**Given information**
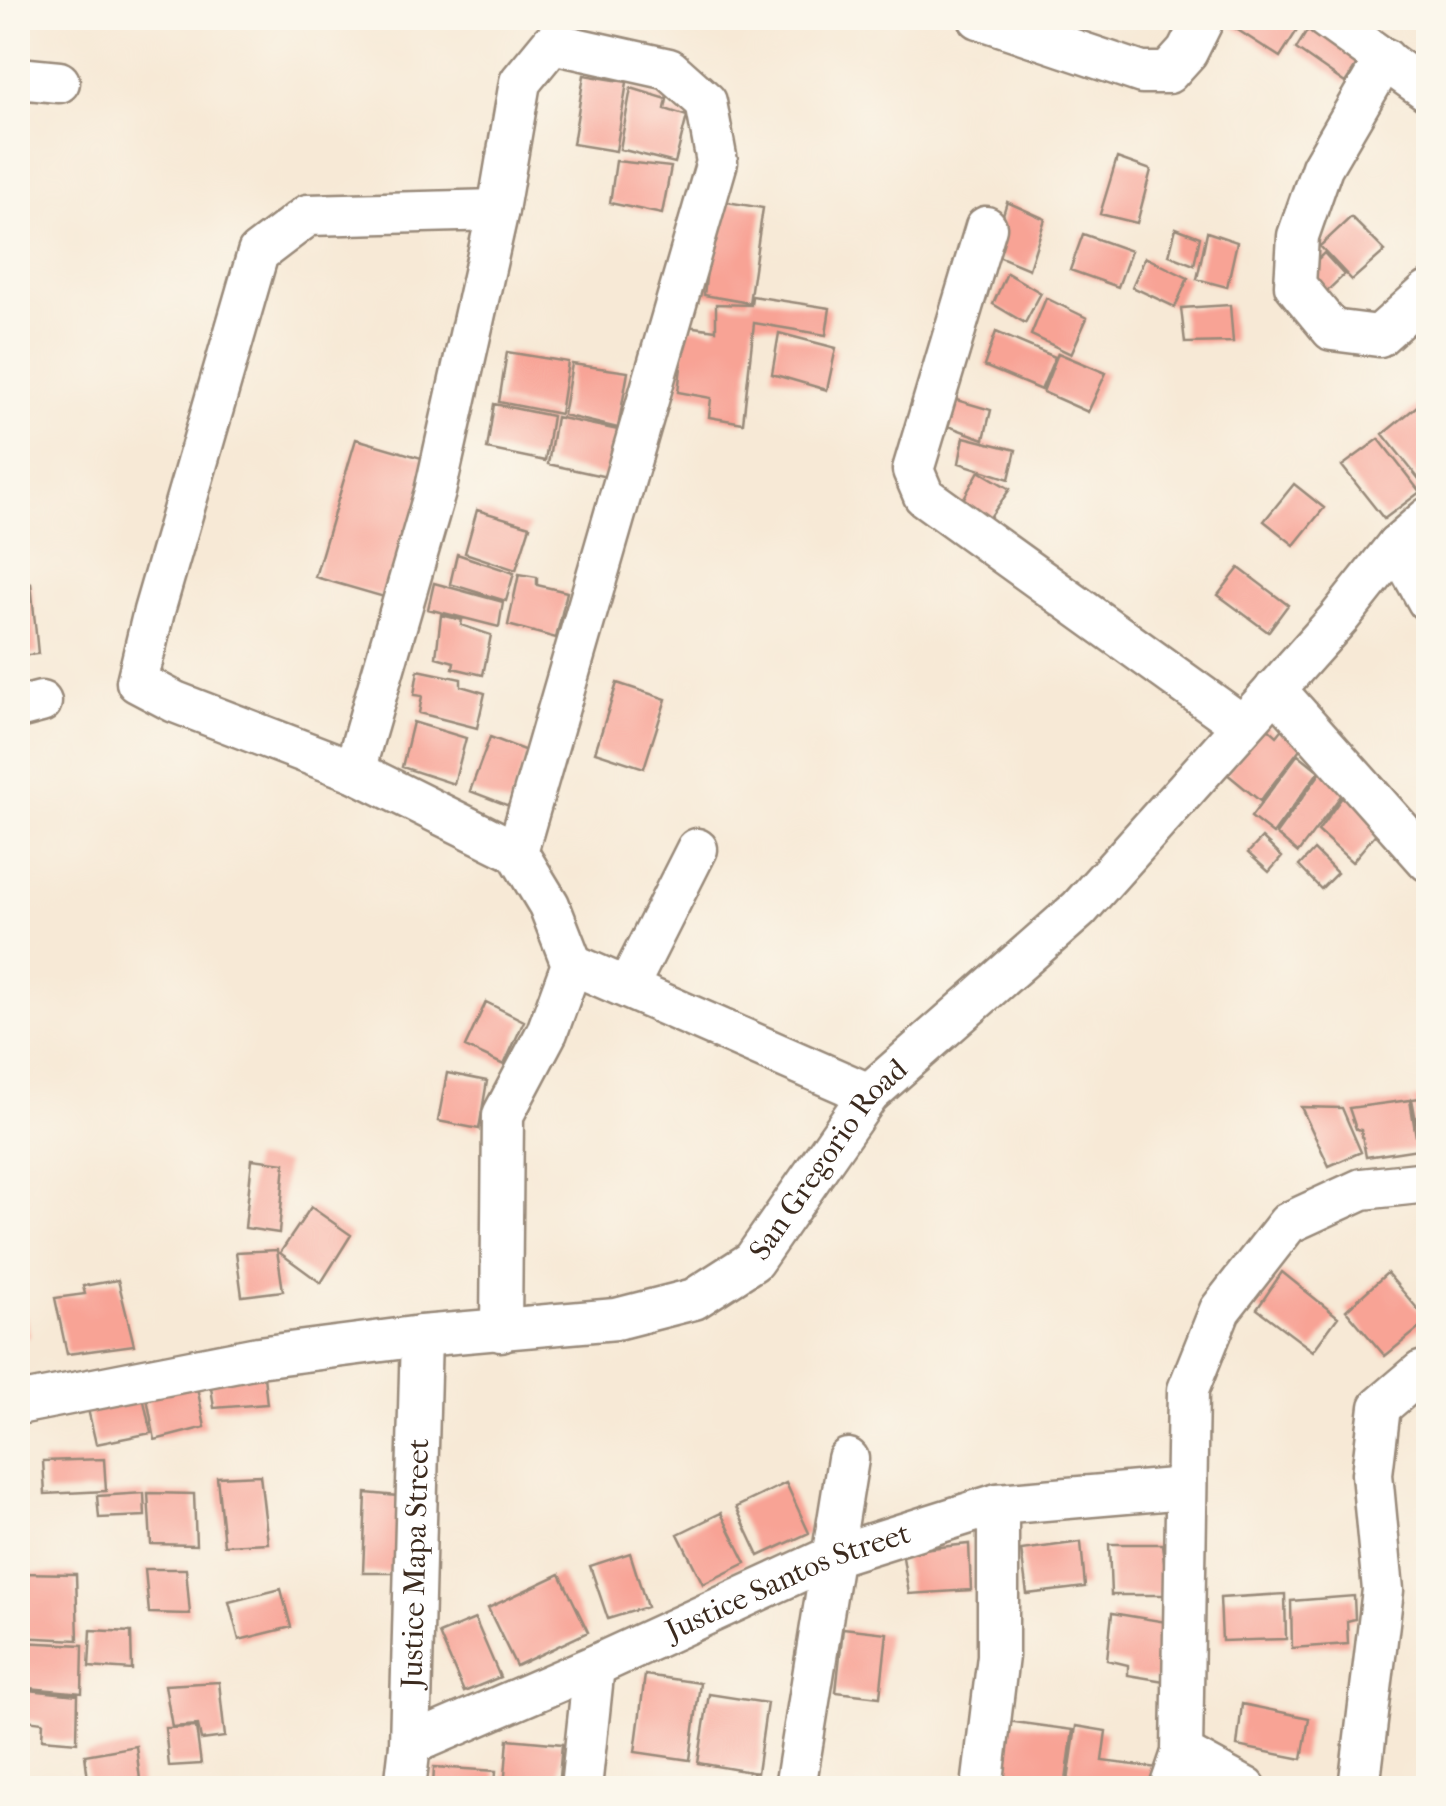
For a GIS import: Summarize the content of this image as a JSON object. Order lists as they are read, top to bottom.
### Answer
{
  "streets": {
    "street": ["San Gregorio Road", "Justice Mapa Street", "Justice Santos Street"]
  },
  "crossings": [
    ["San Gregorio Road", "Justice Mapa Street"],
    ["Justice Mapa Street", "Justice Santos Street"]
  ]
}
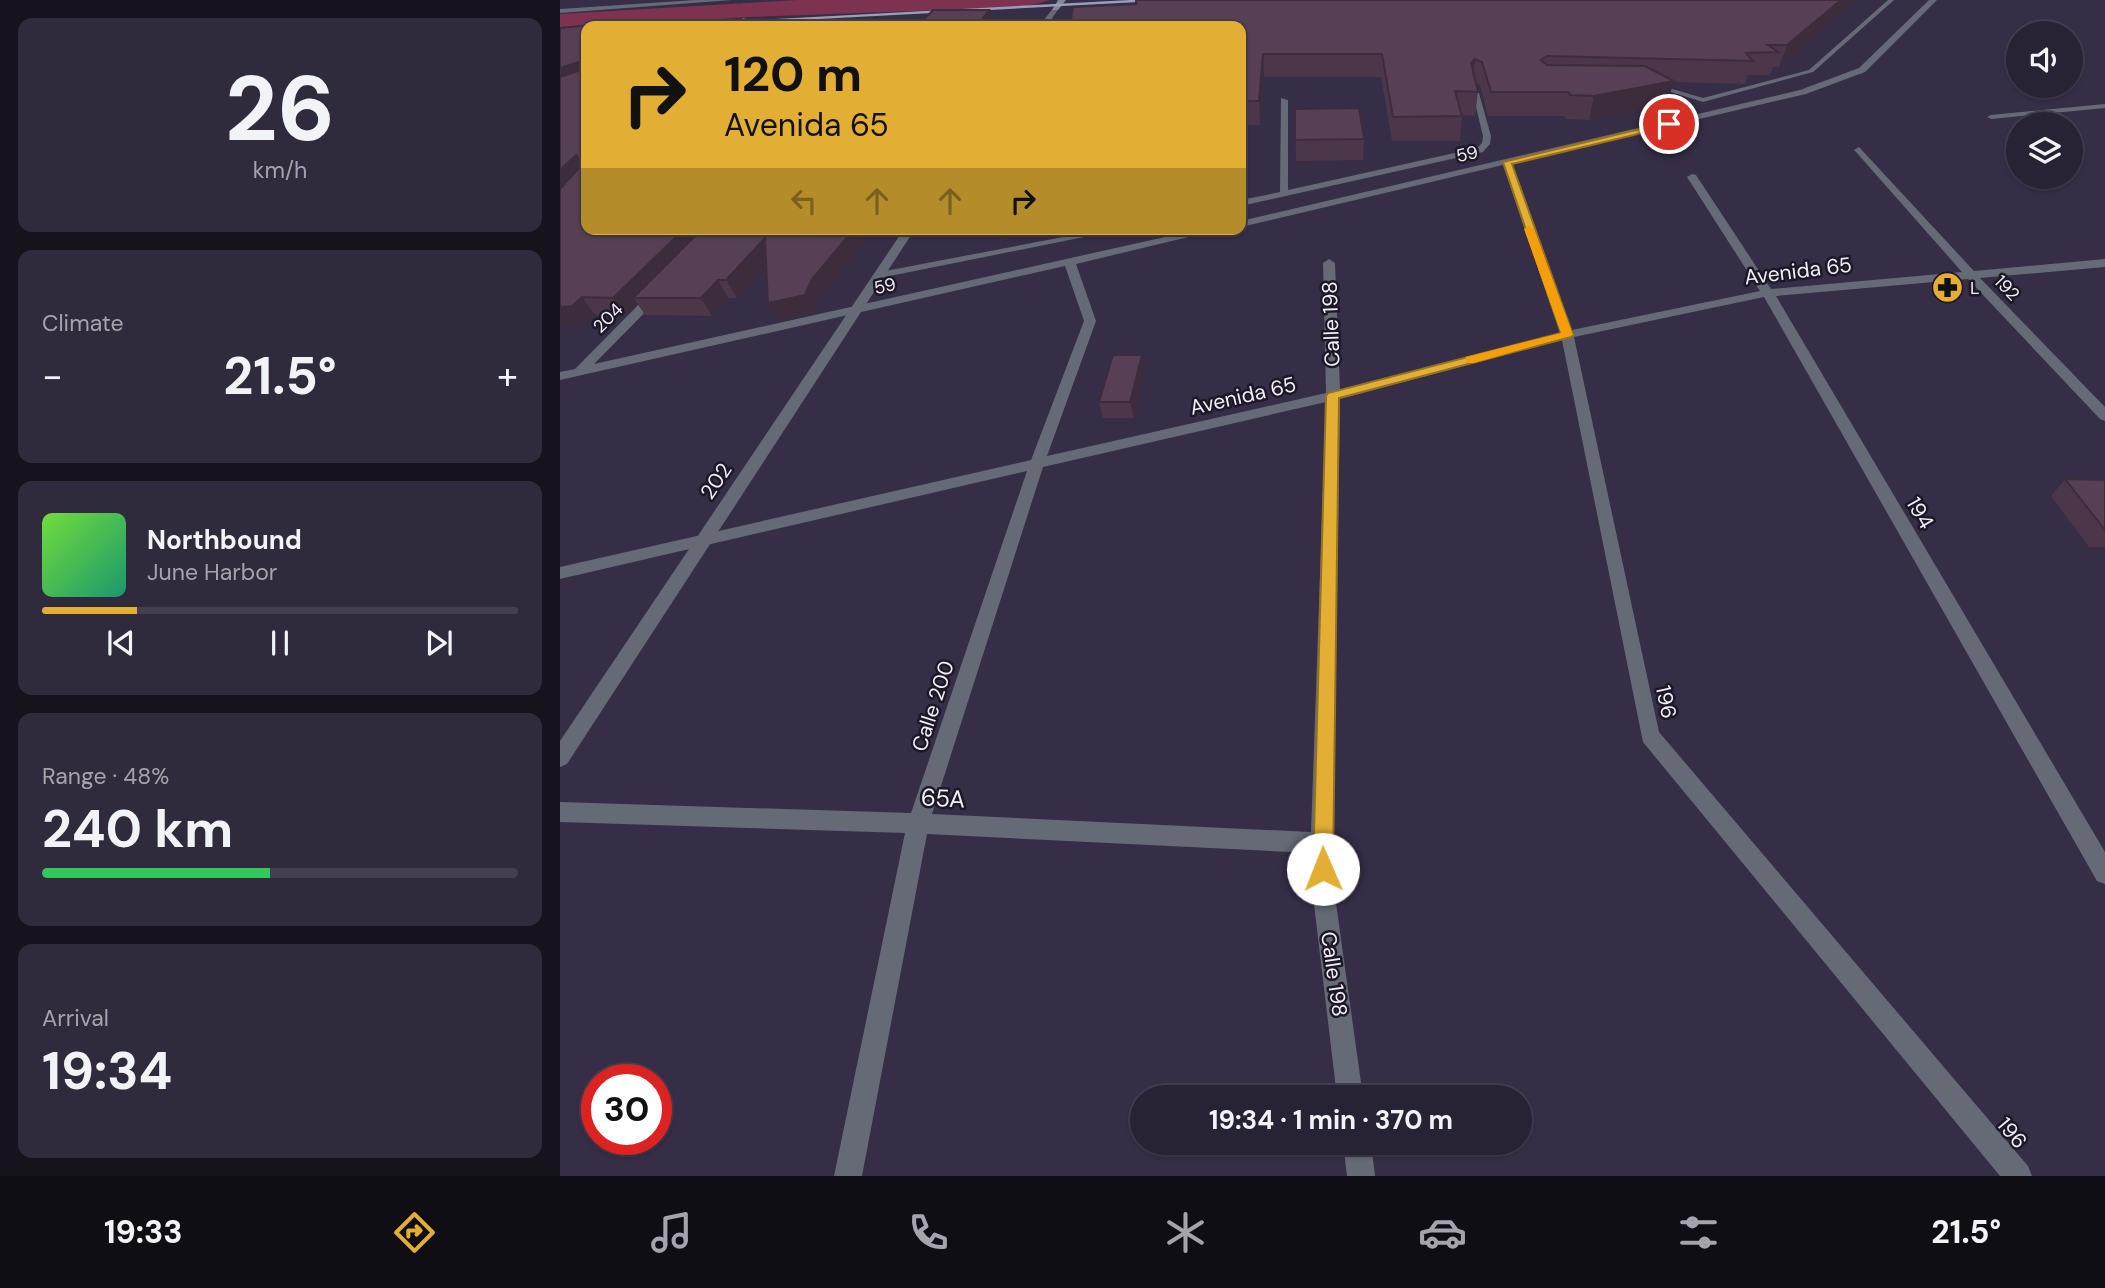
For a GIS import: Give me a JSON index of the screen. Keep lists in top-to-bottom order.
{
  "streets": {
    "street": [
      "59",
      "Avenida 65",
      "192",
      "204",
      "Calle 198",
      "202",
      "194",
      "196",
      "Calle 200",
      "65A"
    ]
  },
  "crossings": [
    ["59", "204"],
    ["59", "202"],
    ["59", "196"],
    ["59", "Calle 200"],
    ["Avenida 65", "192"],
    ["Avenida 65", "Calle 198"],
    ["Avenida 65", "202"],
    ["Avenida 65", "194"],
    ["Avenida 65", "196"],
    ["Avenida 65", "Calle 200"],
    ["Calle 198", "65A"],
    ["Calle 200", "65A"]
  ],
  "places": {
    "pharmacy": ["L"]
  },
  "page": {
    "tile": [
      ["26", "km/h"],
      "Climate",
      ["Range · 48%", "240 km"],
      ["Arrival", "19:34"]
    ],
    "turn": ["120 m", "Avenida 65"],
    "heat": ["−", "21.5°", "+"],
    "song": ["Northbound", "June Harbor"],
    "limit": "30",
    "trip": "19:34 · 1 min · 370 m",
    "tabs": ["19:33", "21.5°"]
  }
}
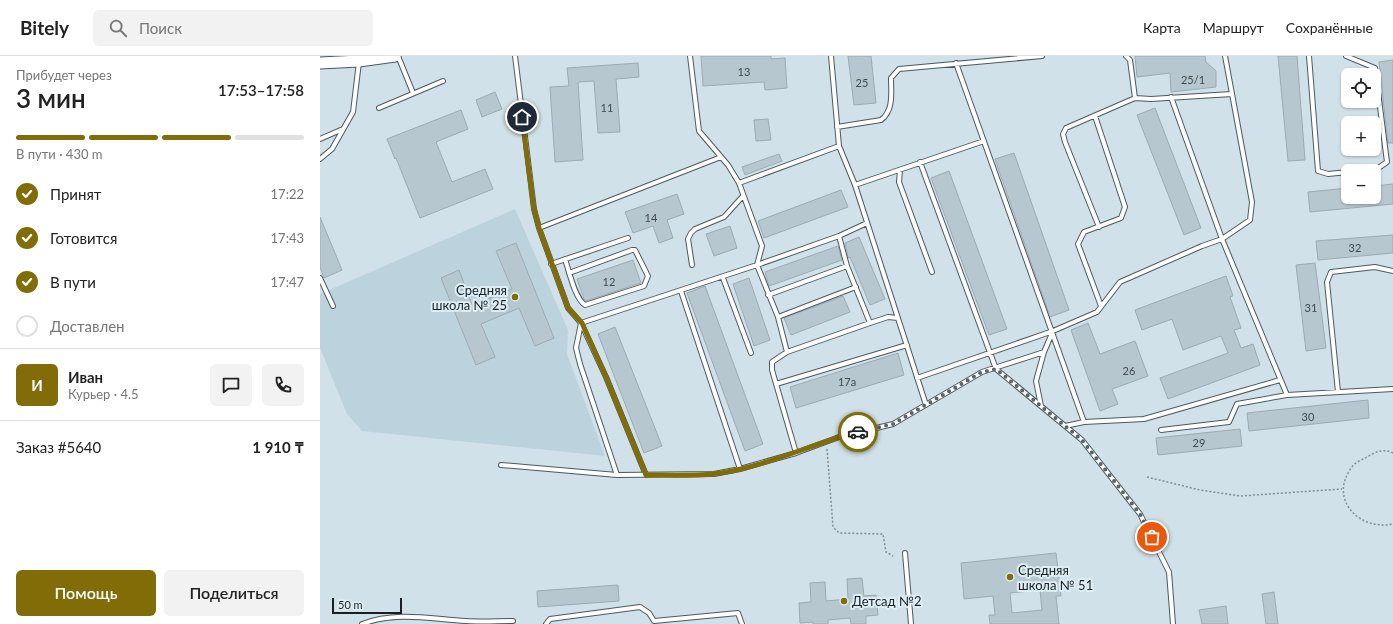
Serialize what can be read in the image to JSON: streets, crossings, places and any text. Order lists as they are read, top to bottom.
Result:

**Brief**
Please transcribe each line above exactly, but leave the images out.

**Exercise response**
For a GIS import: Summarize the content of this image as a JSON object. Order lists as they are read, top to bottom.
### Answer
{
  "streets": {
    "street": ["San Gregorio Road", "Justice Mapa Street", "Justice Santos Street"]
  },
  "crossings": [
    ["San Gregorio Road", "Justice Mapa Street"],
    ["Justice Mapa Street", "Justice Santos Street"]
  ]
}
For a GIS import: Give me a JSON index of the screen. Keep lists in top-to-bottom order.
{
  "streets": {
    "street": [
      "59",
      "Avenida 65",
      "192",
      "204",
      "Calle 198",
      "202",
      "194",
      "196",
      "Calle 200",
      "65A"
    ]
  },
  "crossings": [
    ["59", "204"],
    ["59", "202"],
    ["59", "196"],
    ["59", "Calle 200"],
    ["Avenida 65", "192"],
    ["Avenida 65", "Calle 198"],
    ["Avenida 65", "202"],
    ["Avenida 65", "194"],
    ["Avenida 65", "196"],
    ["Avenida 65", "Calle 200"],
    ["Calle 198", "65A"],
    ["Calle 200", "65A"]
  ],
  "places": {
    "pharmacy": ["L"]
  },
  "page": {
    "tile": [
      ["26", "km/h"],
      "Climate",
      ["Range · 48%", "240 km"],
      ["Arrival", "19:34"]
    ],
    "turn": ["120 m", "Avenida 65"],
    "heat": ["−", "21.5°", "+"],
    "song": ["Northbound", "June Harbor"],
    "limit": "30",
    "trip": "19:34 · 1 min · 370 m",
    "tabs": ["19:33", "21.5°"]
  }
}
Serialize what can be read in the image to JSON: streets, crossings, places and any text. Order lists as they are read, top to bottom.
Result:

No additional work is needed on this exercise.